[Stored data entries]
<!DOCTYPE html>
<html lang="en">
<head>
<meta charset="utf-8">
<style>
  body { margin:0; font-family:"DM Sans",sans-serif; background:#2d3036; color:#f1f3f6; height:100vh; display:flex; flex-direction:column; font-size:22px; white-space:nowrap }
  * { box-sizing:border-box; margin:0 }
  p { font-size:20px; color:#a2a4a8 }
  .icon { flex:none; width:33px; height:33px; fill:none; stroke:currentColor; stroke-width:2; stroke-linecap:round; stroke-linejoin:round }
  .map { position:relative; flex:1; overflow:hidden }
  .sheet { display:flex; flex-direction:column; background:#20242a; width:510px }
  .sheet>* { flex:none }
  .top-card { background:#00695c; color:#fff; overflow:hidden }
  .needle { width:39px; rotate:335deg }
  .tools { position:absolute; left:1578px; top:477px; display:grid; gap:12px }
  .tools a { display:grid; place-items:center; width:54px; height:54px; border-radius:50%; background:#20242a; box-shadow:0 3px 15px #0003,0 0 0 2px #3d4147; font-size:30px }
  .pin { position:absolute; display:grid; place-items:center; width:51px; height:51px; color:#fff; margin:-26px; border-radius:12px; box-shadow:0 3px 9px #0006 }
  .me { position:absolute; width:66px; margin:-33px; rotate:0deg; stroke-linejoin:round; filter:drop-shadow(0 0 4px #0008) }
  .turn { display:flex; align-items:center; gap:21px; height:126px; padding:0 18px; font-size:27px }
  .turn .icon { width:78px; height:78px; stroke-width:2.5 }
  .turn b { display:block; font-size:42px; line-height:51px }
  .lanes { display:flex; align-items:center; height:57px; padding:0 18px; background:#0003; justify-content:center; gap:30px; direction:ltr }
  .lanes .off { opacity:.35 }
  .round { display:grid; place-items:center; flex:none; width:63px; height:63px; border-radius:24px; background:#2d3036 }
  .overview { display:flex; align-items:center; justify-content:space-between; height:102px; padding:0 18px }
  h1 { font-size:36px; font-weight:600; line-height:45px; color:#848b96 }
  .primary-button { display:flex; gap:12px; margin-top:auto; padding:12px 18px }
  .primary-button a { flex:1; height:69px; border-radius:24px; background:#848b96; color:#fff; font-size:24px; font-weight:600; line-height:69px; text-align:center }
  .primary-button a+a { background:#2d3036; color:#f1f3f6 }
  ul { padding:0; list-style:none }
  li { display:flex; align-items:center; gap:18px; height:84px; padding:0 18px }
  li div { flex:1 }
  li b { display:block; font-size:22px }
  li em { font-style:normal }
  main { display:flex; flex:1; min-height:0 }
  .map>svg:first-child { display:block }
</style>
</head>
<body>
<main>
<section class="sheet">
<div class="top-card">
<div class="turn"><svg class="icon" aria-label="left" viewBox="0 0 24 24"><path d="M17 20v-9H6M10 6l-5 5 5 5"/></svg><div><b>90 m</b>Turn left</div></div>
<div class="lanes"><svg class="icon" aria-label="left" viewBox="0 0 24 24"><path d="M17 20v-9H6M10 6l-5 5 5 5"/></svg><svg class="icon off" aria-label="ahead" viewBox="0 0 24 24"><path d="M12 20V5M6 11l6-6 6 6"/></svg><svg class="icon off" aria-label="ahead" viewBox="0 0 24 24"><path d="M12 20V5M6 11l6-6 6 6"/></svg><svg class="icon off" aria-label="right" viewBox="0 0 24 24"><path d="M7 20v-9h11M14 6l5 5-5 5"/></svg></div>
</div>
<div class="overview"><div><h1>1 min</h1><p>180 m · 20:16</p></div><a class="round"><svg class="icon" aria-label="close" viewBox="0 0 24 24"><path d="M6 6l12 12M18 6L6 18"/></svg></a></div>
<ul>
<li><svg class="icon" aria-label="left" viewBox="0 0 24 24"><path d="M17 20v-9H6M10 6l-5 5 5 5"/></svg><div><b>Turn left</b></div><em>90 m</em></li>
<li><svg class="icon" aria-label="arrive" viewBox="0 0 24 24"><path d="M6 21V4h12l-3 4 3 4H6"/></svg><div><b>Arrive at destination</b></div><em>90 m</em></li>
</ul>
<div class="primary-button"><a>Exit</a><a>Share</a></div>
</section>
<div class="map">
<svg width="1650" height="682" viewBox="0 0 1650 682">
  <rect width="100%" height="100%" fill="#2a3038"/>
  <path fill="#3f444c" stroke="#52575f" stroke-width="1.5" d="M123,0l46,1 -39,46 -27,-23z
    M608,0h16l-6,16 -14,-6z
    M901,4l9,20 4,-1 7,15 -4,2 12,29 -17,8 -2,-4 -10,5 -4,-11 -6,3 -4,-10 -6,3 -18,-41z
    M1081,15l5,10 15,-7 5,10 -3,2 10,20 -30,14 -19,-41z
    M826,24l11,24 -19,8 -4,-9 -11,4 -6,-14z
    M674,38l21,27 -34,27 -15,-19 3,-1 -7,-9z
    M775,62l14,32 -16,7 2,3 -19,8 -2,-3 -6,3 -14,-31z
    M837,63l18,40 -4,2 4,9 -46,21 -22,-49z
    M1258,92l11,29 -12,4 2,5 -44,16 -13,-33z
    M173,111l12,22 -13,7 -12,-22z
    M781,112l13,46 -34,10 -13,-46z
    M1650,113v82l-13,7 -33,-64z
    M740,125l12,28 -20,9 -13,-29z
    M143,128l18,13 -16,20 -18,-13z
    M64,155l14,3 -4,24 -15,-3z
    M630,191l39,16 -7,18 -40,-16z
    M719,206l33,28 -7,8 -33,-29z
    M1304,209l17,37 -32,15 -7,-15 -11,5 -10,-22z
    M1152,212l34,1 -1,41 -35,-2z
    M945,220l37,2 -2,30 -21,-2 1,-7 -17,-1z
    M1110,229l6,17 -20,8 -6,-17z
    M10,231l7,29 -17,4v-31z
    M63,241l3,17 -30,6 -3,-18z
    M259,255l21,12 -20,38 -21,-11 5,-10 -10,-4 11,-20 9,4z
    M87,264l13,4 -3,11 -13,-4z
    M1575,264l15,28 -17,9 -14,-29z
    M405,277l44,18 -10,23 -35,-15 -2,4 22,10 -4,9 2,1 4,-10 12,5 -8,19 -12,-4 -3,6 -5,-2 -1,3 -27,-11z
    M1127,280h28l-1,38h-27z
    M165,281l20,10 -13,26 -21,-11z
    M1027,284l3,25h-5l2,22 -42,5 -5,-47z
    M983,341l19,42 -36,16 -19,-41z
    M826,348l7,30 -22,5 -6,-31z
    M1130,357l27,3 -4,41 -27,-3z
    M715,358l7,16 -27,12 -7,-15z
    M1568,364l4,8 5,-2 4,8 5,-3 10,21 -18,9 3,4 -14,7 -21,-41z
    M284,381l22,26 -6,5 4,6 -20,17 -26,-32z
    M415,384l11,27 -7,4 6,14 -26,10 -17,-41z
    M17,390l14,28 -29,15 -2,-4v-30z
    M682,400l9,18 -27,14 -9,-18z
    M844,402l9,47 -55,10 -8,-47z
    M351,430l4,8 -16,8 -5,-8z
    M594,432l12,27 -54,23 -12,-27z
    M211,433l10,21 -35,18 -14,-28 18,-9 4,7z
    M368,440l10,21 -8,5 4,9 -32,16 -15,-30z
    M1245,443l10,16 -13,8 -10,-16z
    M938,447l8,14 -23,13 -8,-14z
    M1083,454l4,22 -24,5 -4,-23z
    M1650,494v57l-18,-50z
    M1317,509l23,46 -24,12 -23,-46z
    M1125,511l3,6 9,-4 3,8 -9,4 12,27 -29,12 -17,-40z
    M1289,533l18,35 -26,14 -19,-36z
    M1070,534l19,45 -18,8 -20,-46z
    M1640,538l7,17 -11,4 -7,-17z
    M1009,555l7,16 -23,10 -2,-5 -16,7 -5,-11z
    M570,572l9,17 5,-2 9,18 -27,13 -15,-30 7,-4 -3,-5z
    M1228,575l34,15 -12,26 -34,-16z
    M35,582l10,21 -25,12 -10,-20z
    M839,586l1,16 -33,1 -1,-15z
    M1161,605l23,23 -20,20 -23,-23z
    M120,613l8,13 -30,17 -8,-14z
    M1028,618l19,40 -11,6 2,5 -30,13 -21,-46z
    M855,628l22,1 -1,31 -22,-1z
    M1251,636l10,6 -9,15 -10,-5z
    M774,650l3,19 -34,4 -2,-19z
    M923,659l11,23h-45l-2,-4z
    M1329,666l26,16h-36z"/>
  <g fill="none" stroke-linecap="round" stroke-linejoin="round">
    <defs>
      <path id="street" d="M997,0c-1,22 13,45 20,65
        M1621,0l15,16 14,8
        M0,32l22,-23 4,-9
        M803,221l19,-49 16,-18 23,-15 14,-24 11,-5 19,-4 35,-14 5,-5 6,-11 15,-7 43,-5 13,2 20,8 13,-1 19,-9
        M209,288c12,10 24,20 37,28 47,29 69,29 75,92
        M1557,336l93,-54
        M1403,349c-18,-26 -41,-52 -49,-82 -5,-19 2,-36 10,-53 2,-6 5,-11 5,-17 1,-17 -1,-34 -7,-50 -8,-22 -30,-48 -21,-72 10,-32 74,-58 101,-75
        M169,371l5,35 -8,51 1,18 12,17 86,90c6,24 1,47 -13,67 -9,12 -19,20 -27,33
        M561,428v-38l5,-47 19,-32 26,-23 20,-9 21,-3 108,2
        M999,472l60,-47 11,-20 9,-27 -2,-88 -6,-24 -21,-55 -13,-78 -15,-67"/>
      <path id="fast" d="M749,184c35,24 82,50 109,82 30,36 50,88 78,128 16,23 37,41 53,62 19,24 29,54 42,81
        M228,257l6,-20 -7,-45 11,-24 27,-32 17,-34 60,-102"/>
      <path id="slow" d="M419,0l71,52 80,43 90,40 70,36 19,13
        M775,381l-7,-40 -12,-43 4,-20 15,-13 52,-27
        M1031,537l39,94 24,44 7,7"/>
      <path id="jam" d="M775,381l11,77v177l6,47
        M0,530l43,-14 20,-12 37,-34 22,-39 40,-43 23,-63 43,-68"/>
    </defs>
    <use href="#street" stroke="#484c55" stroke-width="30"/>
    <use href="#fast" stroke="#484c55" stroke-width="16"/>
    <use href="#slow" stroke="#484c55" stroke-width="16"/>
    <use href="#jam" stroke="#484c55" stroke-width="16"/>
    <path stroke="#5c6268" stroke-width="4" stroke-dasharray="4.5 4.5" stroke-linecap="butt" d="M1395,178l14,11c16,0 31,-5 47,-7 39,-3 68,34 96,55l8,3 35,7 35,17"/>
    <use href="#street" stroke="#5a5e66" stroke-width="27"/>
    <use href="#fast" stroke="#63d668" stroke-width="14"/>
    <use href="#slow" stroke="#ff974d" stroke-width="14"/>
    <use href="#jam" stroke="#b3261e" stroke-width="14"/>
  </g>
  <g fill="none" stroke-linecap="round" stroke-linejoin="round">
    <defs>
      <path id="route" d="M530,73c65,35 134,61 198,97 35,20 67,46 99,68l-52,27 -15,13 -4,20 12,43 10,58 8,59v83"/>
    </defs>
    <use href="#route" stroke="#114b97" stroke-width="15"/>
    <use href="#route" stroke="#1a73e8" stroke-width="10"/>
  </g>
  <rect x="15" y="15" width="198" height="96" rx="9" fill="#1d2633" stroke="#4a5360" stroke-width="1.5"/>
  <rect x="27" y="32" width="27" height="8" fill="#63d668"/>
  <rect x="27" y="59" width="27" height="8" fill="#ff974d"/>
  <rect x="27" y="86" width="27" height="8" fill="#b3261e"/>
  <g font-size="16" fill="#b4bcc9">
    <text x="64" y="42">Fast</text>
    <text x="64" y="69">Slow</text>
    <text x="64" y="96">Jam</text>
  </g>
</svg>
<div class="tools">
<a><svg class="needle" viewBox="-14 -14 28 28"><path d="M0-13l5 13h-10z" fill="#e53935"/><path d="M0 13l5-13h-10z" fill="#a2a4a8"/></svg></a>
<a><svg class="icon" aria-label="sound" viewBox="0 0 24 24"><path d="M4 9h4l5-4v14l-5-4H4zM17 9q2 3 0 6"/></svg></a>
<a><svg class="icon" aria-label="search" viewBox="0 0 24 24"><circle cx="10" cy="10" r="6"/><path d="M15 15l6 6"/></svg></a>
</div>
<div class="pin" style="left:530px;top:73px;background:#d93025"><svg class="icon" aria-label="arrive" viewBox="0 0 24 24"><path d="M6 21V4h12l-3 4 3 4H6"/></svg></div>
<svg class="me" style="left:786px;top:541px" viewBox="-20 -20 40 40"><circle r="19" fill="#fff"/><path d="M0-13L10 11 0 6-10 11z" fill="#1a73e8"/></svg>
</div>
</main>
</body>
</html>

**Prompt**
Look over the records above and filter for each line with the word "padding".

**Solution to this task**
  .turn { display:flex; align-items:center; gap:21px; height:126px; padding:0 18px; font-size:27px }
  .lanes { display:flex; align-items:center; height:57px; padding:0 18px; background:#0003; justify-content:center; gap:30px; direction:ltr }
  .overview { display:flex; align-items:center; justify-content:space-between; height:102px; padding:0 18px }
  .primary-button { display:flex; gap:12px; margin-top:auto; padding:12px 18px }
  ul { padding:0; list-style:none }
  li { display:flex; align-items:center; gap:18px; height:84px; padding:0 18px }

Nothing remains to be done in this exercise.